AMAN dalam rapat dengar pendapat umum (RDPU) dengan Panitia Khusus RUU IKN mengusulkan perlunya konsultasi publik secara lebih luas kepada masyarakat-masyarakat adat tersebut. Namun, hingga RUU IKN disahkan menjadi UU pada 18 Januari 2022, hal itu tidak dilaksanakan. Tidak ada satu pun masyarakat adat dari beberapa suku tersebut yang diundang ataupun terlibat dalam pembahasan RUU.
”Hal ini menunjukkan bahwa derajat partisipasi masyarakat dalam pembentukan UU IKN adalah derajat semu (degrees of tokenism), yakni pengambil kebijakan hanya sekadar berjanji melaksanakan aspirasi publik, tetapi pihak berkuasa tidak mempertimbangkan apalagi mengakomodasi aspirasi publik, bukan meaningful participation,” kata Amran.

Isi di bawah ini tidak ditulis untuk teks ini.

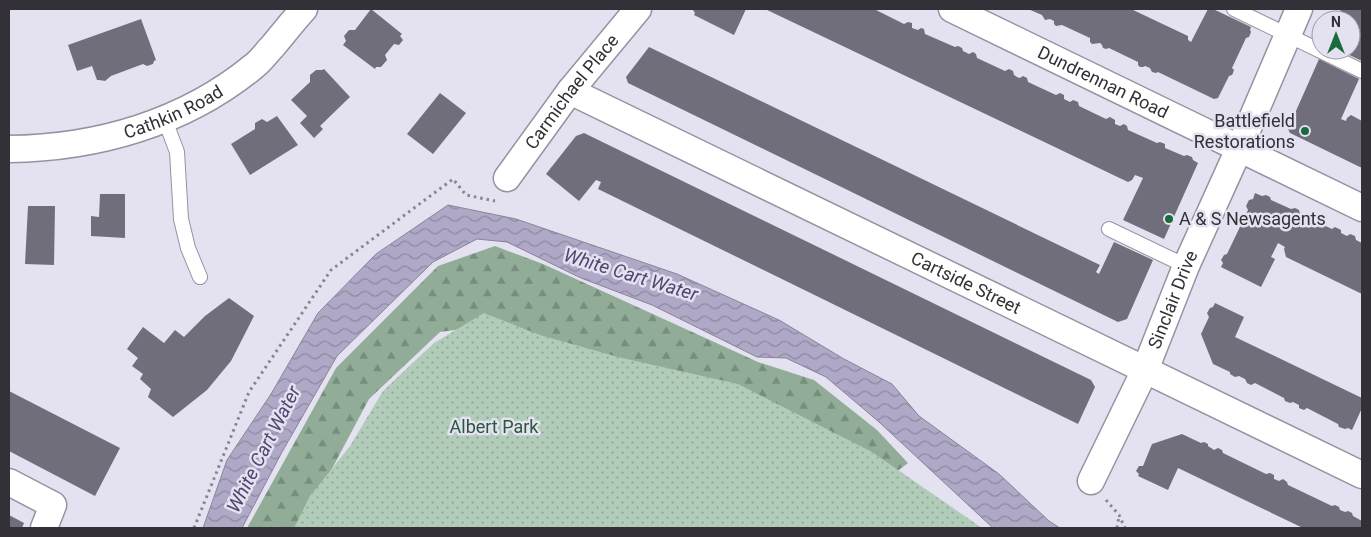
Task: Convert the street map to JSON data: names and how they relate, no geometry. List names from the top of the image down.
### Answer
{
  "streets": {
    "street": [
      "Dundrennan Road",
      "Carmichael Place",
      "Cathkin Road",
      "Cartside Street",
      "Sinclair Drive"
    ]
  },
  "crossings": [
    ["Dundrennan Road", "Sinclair Drive"],
    ["Carmichael Place", "Cartside Street"],
    ["Cartside Street", "Sinclair Drive"]
  ],
  "water": ["White Cart Water"],
  "parks": ["Albert Park"],
  "places": ["Battlefield Restorations", "A & S Newsagents"],
  "north": "top"
}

UU tersebut juga dinilai bertentangan dengan asas kedayagunaan dan kehasilgunaan. Bangsa ini tengah fokus pada penanganan pandemi Covid-19 dan pemulihan ekonomi akibat pandemi. Tidak ada sebuah kegentingan yang memaksa perlunya pemindahan ibu kota negara, tidak adanya partisipasi publik yang bermakna serta tidak terpenuhinya asas kedayagunaan dan kehasilgunaan juga menjadi salah satu alasan diajukannya uji formil UU IKN oleh beberapa pemohon lain.
Pendidikan politik
Mantan Ketua Komisi Pemberantasan Korupsi Busyro Muqoddas saat dihubungi secara terpisah mengungkapkan, ia membersamai aktivis lingkungan dan pihak yang punya kepedulian terhadap masyarakat adat sebagai sebuah kesadaran simbolik bahwa kelompok masyarakat sipil tersebut punya peran yang besar dalam prospek keadaban. Ia turut mengajukan uji formil UU IKN sebagai pribadi, bukan sebagai salah satu pimpinan ormas Islam Muhammadiyah.

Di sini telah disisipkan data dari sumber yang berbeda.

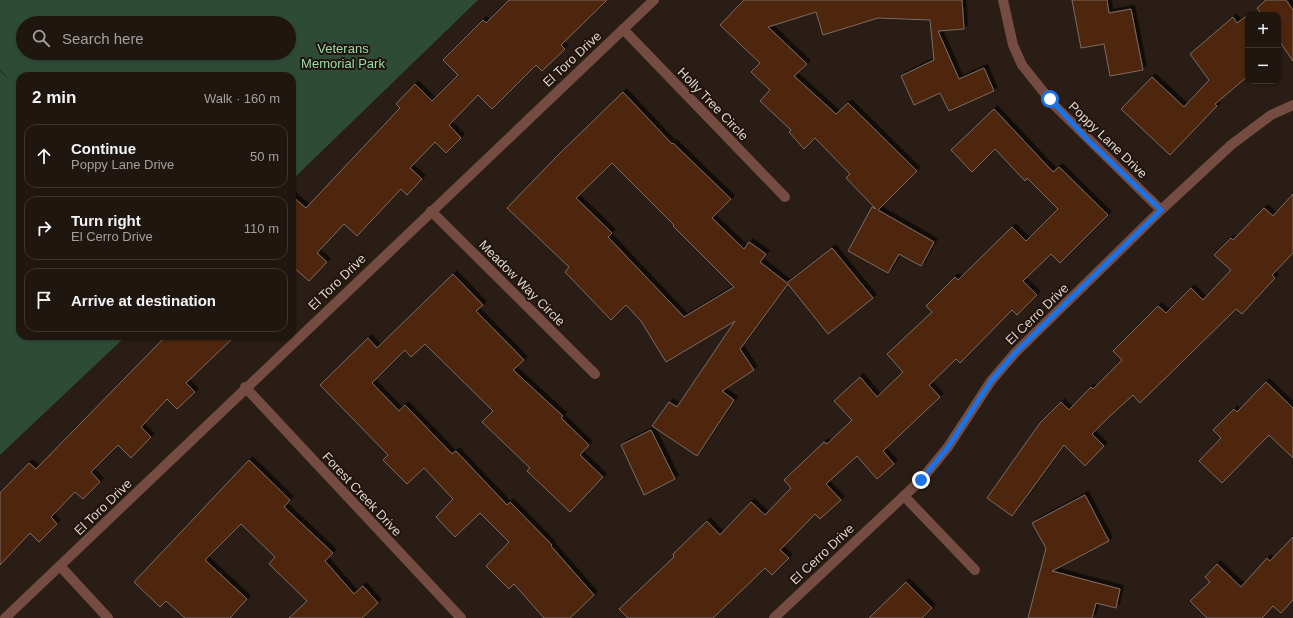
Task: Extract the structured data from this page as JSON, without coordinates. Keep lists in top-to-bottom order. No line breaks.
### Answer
{"streets":{"street":["El Toro Drive","Holly Tree Circle","Poppy Lane Drive","Meadow Way Circle","El Cerro Drive","Forest Creek Drive"]},"crossings":[["El Toro Drive","Holly Tree Circle"],["El Toro Drive","Meadow Way Circle"],["El Toro Drive","Forest Creek Drive"],["Poppy Lane Drive","El Cerro Drive"]],"parks":["Veterans Memorial Park"],"page":{"map_buttons":["+","−"],"search":"Search here","heading":["2 min","Walk · 160 m"],"list":[["Continue","Poppy Lane Drive","50 m"],["Turn right","El Cerro Drive","110 m"],"Arrive at destination"]}}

Ia memang tidak terlalu optimis terhadap pengajuan uji formil UU IKN tersebut. Ia bahkan tidak terlampau percaya dengan MK pada saat ini. ”Ini semata sebagai keterpanggilan untuk pendidikan politik terhadap rakyat sebagai sapi perah politik agar tidak menyerah pada rezim serakah,” ungkapnya.

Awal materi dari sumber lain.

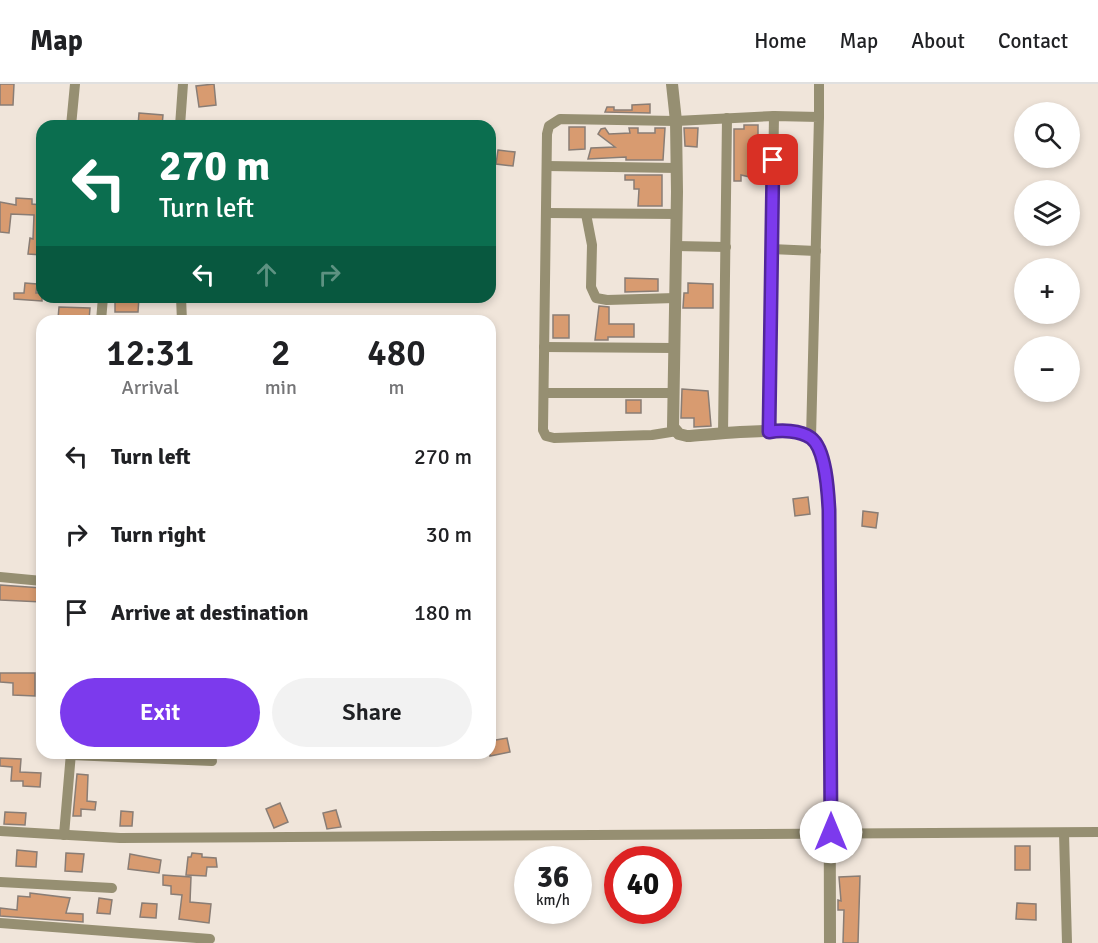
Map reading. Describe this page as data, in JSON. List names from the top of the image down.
{
  "page": {
    "header": "Map",
    "nav": [
      "Home",
      "Map",
      "About",
      "Contact"
    ],
    "map_buttons": ["+", "−"],
    "turn": ["270 m", "Turn left"],
    "eta": [
      "12:31",
      "Arrival",
      "2",
      "min",
      "480",
      "m"
    ],
    "list": [
      {
        "name": "Turn left",
        "value": "270 m"
      },
      {
        "name": "Turn right",
        "value": "30 m"
      },
      {
        "name": "Arrive at destination",
        "value": "180 m"
      }
    ],
    "buttons": ["Exit", "Share"],
    "speed": "36 km/h",
    "limit": "40"
  }
}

Ketua Tim Komunikasi IKN Sidik Pramono mengungkapkan, pemerintah melakukan koordinasi lintas kementerian dan lembaga untuk mempersiapkan bahan dan argumentasi guna disampaikan di hadapan MK. Khususnya keterangan bahwa proses dan substansi UU IKN tersebut telah sesuai dengan konstitusi dan peraturan perundang-undangan yang berlaku.
Terkait dengan permintaan penundaan keberlakuan UU IKN, Sidik mengungkapkan bahwa UU tersebut merupakan produk hukum yang sah. Karena itu, pemerintah berkewajiban untuk melaksanakan UU IKN, dan terutama terkait dengan pembangunan IKN yang terus dilakukan.